# SageMaker Build - Train Pipelines

This folder contains all the SageMaker Pipelines of your project.

`.github/workflows/build_sagemaker_pipeline.yml` defines how to run a pipeline after each commit to this repository.
`ml_pipelines/` contains the SageMaker pipelines definitions.
The expected output of the your main pipeline (here `training/pipeline.py`) is a model registered to SageMaker Model Registry.

`source_scripts/` contains the underlying scripts run by the steps of your SageMaker Pipelines.
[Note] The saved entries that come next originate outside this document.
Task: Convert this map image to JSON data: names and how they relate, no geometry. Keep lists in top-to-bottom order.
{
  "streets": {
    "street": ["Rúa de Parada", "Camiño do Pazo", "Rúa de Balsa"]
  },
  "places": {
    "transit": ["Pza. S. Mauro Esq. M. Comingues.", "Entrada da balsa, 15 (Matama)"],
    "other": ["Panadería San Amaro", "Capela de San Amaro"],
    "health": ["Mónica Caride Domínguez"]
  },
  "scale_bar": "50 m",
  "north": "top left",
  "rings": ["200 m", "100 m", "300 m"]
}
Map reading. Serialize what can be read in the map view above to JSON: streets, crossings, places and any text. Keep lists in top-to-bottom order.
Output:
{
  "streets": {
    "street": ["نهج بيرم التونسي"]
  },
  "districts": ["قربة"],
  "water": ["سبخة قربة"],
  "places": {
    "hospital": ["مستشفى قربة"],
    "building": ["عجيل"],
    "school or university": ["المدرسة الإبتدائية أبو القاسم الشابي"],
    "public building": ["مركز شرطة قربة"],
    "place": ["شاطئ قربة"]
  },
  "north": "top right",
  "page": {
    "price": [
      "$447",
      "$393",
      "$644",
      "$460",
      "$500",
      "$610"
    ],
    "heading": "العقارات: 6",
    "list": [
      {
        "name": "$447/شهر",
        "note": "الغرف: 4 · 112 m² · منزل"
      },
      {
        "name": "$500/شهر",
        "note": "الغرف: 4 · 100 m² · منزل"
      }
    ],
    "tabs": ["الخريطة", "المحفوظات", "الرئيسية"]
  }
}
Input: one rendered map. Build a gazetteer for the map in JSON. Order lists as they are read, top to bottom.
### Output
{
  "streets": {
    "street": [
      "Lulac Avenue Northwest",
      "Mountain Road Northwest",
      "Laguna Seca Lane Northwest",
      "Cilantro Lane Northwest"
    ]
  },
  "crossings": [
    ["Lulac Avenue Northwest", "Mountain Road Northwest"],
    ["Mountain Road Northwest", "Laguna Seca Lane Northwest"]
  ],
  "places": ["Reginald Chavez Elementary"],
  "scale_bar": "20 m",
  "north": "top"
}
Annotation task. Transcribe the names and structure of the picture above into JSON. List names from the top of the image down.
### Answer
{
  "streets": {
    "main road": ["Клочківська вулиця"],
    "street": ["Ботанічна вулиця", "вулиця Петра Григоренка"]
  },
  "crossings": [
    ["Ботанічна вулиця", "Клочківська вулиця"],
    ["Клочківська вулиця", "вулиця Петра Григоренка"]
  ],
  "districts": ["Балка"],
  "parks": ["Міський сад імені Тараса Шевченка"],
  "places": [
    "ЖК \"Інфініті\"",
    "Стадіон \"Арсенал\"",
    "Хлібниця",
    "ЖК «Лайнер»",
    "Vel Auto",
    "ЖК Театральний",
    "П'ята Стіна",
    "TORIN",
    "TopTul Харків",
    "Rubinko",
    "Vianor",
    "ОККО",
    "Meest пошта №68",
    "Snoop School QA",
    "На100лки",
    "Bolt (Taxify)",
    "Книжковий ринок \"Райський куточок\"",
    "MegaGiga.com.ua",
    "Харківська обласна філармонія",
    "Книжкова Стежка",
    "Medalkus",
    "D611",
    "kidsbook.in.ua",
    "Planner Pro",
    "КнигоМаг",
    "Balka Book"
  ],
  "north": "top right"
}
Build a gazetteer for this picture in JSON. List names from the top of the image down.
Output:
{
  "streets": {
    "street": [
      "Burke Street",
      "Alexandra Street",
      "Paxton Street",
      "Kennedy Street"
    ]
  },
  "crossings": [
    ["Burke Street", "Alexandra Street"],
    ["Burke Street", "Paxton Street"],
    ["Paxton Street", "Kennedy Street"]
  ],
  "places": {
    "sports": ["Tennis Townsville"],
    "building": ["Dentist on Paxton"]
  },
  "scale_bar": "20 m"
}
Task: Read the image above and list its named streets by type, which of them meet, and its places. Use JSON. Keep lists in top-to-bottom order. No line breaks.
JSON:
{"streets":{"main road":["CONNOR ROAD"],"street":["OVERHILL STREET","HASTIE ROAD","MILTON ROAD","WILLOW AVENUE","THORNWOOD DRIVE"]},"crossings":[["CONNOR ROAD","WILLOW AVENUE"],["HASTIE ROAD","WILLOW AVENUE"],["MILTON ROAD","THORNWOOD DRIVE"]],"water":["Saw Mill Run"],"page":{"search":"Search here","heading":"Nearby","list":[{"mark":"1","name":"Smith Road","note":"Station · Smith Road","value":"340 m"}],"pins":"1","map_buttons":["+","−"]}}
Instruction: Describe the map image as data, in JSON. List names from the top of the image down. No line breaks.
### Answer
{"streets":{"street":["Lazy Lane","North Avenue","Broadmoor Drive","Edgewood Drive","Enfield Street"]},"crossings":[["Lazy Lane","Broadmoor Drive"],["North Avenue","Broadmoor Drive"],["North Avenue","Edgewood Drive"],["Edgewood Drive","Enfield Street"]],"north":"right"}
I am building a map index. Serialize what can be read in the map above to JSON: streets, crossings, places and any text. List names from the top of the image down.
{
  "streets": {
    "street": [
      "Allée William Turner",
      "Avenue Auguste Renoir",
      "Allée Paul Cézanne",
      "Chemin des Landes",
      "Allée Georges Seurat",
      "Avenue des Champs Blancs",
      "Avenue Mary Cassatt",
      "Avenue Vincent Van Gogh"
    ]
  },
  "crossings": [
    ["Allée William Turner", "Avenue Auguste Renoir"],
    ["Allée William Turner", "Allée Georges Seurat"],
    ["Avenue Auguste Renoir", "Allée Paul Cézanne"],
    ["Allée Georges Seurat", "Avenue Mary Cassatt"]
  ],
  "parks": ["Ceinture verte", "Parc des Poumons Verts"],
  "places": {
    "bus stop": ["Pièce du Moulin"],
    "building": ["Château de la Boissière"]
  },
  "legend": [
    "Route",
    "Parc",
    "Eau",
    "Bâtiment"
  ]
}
For example, if your SageMaker Pipeline runs a Processing Job as part of a Processing Step, the code being run inside the Processing Job should be defined in this folder.
A typical folder structure for `source_scripts/` can contain `helpers`, `preprocessing`, `training`, `postprocessing`, `evaluate`, depending on the nature of the steps run as part of the SageMaker Pipeline.
We provide here an example with the Abalone dataset, to train an XGBoost model (using), and exaluating the model on a test set before sending it for manual approval to SageMaker Model Registry inside the SageMaker ModelPackageGroup defined when creating the SageMaker Project.
Additionally, if you use custom containers, the Dockerfile definitions should be found in that folder.

`tests/` contains the unittests for your `source_scripts/`

`notebooks/` contains experimentation notebooks.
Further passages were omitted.